What we should tell our children is: "You have the power within you to do great things. Explore what your passions and gifts are, always strive for excellence, and don't be discouraged by your limitations."

2. IT'S NOT WHETHER YOU WIN OR LOSE; IT'S HOW YOU PLAY THE GAME

This sounds so right, I hate to have to destroy it. Again, the lesson here is well intentioned. But seriously, what if you always lose? People don't want to talk about this, but it happens. Winning instills a sense of accomplishment and pride. Playing the game well does too, even if you lose. But what if you lose and you suck? Then you're telling me I'm a double loser because not only did I lose the game, but the above maxim says that's not important - it's how I played that matters. Well I sucked! So what does that say? And what if I'm really good at a game without trying? I get to be a double winner? I win the game, and I'm amazing? You see my point.

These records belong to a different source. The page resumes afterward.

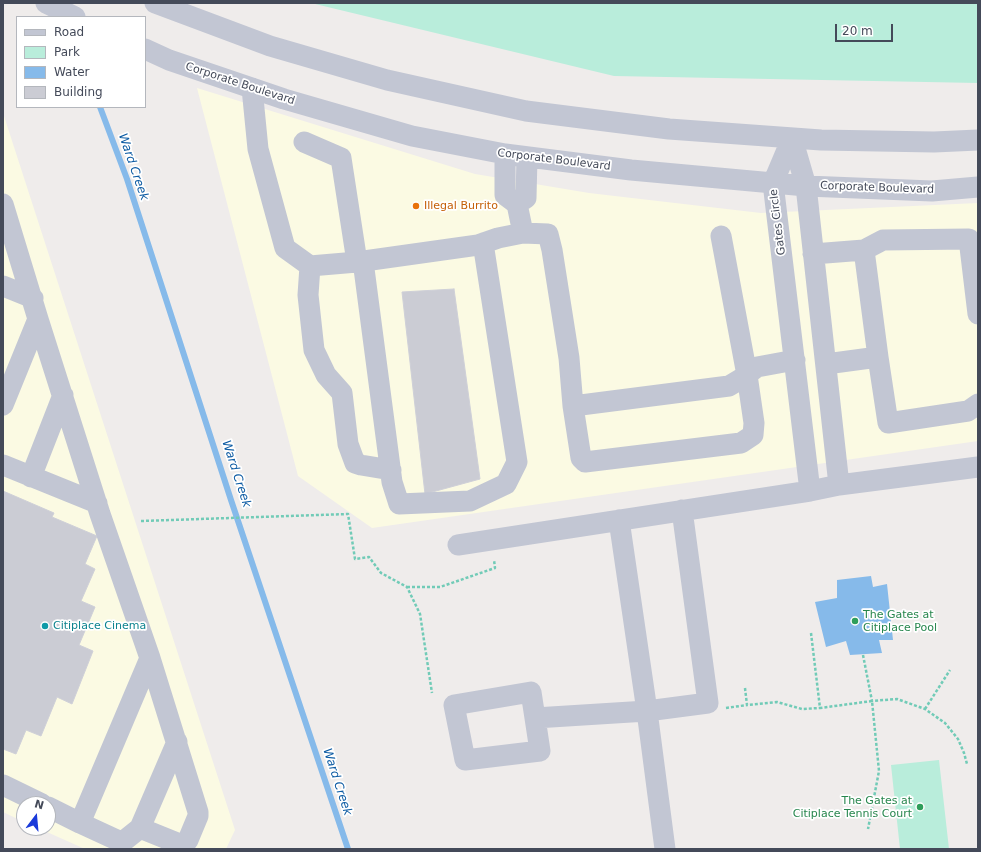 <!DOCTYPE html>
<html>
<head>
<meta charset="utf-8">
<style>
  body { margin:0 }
  #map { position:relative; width:981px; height:852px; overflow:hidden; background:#efeceb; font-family:"DejaVu Sans",sans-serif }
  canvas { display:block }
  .frame { position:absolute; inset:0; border:4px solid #444a59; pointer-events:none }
  .legend { position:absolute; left:16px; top:16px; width:130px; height:92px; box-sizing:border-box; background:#fff; border:1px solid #b4b7bd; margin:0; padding:5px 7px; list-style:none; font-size:12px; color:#444a59 }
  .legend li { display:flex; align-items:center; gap:8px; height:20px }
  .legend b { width:20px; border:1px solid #b4b7bd }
  .north { position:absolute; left:16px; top:796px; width:40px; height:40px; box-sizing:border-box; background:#fff; border:1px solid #b4b7bd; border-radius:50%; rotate:16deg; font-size:11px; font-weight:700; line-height:16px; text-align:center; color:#444a59 }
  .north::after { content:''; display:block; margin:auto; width:14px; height:18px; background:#1a3ada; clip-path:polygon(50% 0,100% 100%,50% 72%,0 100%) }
  .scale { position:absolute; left:835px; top:24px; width:58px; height:18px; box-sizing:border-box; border:2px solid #444a59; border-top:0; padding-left:5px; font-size:12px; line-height:14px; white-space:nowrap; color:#444a59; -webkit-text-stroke:3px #fff; paint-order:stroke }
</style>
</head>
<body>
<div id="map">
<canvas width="981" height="852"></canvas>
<div class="frame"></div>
<ul class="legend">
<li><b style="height:5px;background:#c2c6d3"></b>Road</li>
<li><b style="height:11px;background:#b9eddb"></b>Park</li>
<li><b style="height:11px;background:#86baea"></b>Water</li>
<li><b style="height:11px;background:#cbccd4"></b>Building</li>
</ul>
<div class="north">N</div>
<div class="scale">20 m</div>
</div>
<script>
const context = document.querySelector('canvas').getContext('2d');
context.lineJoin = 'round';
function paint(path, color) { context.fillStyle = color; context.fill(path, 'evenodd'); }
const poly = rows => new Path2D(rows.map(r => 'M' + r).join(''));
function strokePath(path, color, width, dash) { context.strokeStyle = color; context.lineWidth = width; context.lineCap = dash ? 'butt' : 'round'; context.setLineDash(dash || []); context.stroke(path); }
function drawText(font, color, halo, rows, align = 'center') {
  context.font = font + ' "DejaVu Sans",sans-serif'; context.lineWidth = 3.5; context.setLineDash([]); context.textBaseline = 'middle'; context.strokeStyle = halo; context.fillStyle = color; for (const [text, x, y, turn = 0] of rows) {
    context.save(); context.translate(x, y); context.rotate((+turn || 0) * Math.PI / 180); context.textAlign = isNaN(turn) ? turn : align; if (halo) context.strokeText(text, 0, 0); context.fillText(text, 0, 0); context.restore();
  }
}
const commercial = poly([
  [197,88,475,174,589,193,761,213,978,203,978,441,372,528,298,476],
  [3,113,235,830,226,849,85,849,38,828,48,828,48,804,24,804,24,822,3,812]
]);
const green = poly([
  [311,3,978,3,978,83,614,76],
  [939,760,949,849,900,849,891,765]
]);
const water = poly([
  [871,576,873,587,887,584,893,640,879,640,882,653,850,655,846,641,826,647,815,602,837,598,837,580]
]);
const stream = poly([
  [100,107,127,179,231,500,348,849]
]);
const building = poly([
  [454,289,480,479,425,494,402,292,454,289],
  [3,491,54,513,52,517,97,536,85,564,95,569,81,601,95,607,79,645,93,651,72,704,57,697,41,736,26,730,16,754,3,749,3,491]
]);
const path = poly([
  [141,521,348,514,355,559,369,557,381,573,407,587,420,614,432,693],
  [407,587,440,587,495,568,494,560],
  [811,633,820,708,872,701,879,771,868,829],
  [863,655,872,701,897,699,925,709,945,723,958,739,964,753,967,764],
  [745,688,747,705,777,702,802,709,820,708],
  [726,708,747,705],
  [925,709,950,670]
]);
const minor = poly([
  [46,3,75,17],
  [155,3,270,46,387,80,526,111,669,129,821,140,934,142,978,140],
  [145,49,169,60,284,99,412,136,505,154,631,170,806,186,932,191,978,187],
  [252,88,258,149,285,248,310,266,357,262,341,158,304,142],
  [3,204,38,319,100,514,150,658,80,823,48,807],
  [517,204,526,198,527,157],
  [523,233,548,234,552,250,569,358,573,406,729,386,744,377,757,367,795,360],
  [864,250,883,240,969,239,978,314],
  [813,254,864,250,878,357,826,364],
  [363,261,392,482,399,504,470,501,506,484,517,462,483,243],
  [357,262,478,245,498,238,523,233,517,204,505,195,505,154],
  [310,266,308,295,314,350,326,375,342,393,348,444,355,463,361,465,391,470],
  [3,286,33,298],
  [878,357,888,423,968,411,978,404],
  [3,405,38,319],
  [573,406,581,458,585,462,741,443,753,435,754,423,747,375,721,236],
  [3,465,97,503],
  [31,477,63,395],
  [810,491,773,183,792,138,806,186,839,485],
  [619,520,647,711,665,849],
  [458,545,810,491,839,485,978,467],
  [535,718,540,751,465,760,454,705,531,692,535,718,647,711,708,703,682,510],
  [3,785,42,804],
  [80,823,119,841,125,840,140,828,182,845,185,844,188,840,198,816,198,812,150,658],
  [140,828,177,742]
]);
const markers = [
  [416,206,4,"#e8710a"],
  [855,621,4,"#2e9e5b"],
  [45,626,4,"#0f9aa8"],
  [920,807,4,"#2e9e5b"]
];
const streetNames = [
  ["Corporate Boulevard",240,84,18],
  ["Corporate Boulevard",554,160,7],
  ["Corporate Boulevard",877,188,2],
  ["Gates Circle",778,222,-97]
];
const foodNames = [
  ["Illegal Burrito",424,206]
];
const leisureNames = [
  ["The Gates at",863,615],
  ["Citiplace Pool",863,628],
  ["The Gates at",912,801,"right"],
  ["Citiplace Tennis Court",912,814,"right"]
];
const cultureNames = [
  ["Citiplace Cinema",53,626]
];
const waterNames = [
  ["Ward Creek",133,167,71],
  ["Ward Creek",236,474,72],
  ["Ward Creek",337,782,72]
];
paint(commercial, '#fbfae3');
paint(green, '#b9eddb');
paint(water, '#86baea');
strokePath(stream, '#86baea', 6);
paint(building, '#cbccd4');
strokePath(building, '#cfd0d8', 1);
strokePath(path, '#71cbb7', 2.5, [3, 2]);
strokePath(minor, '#c2c6d3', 21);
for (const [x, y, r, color] of markers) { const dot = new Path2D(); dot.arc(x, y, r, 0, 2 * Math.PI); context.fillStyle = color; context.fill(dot); strokePath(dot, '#fff', 1.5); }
drawText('11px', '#444a59', '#fff', streetNames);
drawText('11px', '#c56008', '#fff', foodNames, 'left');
drawText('11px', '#27864d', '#fff', leisureNames, 'left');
drawText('11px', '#0d838f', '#fff', cultureNames, 'left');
drawText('italic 12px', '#0d5ba3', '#fff', waterNames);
</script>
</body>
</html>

Obviously, the point trying to be made is always strive to be better. But hey, life is short. What if I never get better this season, or next? Bottom line is, I would like to win one every once in a while to enjoy that party-like atmosphere I always see the other team having. I mean, look at our examples. When the Yankees win, they rub it in everone's face. When the Red Sox or Patriots win, someone DIES - like some human sacrifice to the God of sports. I'm not kidding, look it up.

If winning doesn't matter, try telling that to the millions of fans who spend billions of dollars a year to see their team win. If winning doesn't matter, why do college coaches get fired after ONE bad season? Hey I thought it was how you played the game that mattered, coach? Whatever.

3. THIS HURTS ME MORE THAN IT HURTS YOU

Ah, finally. The most famous of all. Who wrote this? Obviously someone who's never had a good spanking. I don't mean a tap on the butt. I mean the "Go get me a switch"/fear in your heart/get chased around the house/"NOOOO! MOMMMMM!!!!" kind of beating. If anyone reading this knows what I'm talking about, you don't need me to tell you that this could not hurt the parent more than it hurts you. What are they talking about?

I have had to discipline my daughter, and she cries her eyes out. No I didn't enjoy it one bit, but clearly this is hurting her more. This statement is just some sorry way of making the child feel better about getting punished.

NOTE TO PARENTS: This statement doesn't make us feel better. It makes us feel worse, obviously. It says - "Hey, I know it hurts, but I'm hurting MORE. My pain is greater, so get over it." Remember, this is a child you're talking to.

Enough. Parents of the world - raise your children well. We're all trying our best (I hope) to do right by our children. And when times get hard, just remember when life gives you lemons, make lemonade.

Wait, don't I need sugar and ice for that? Don't get me started again.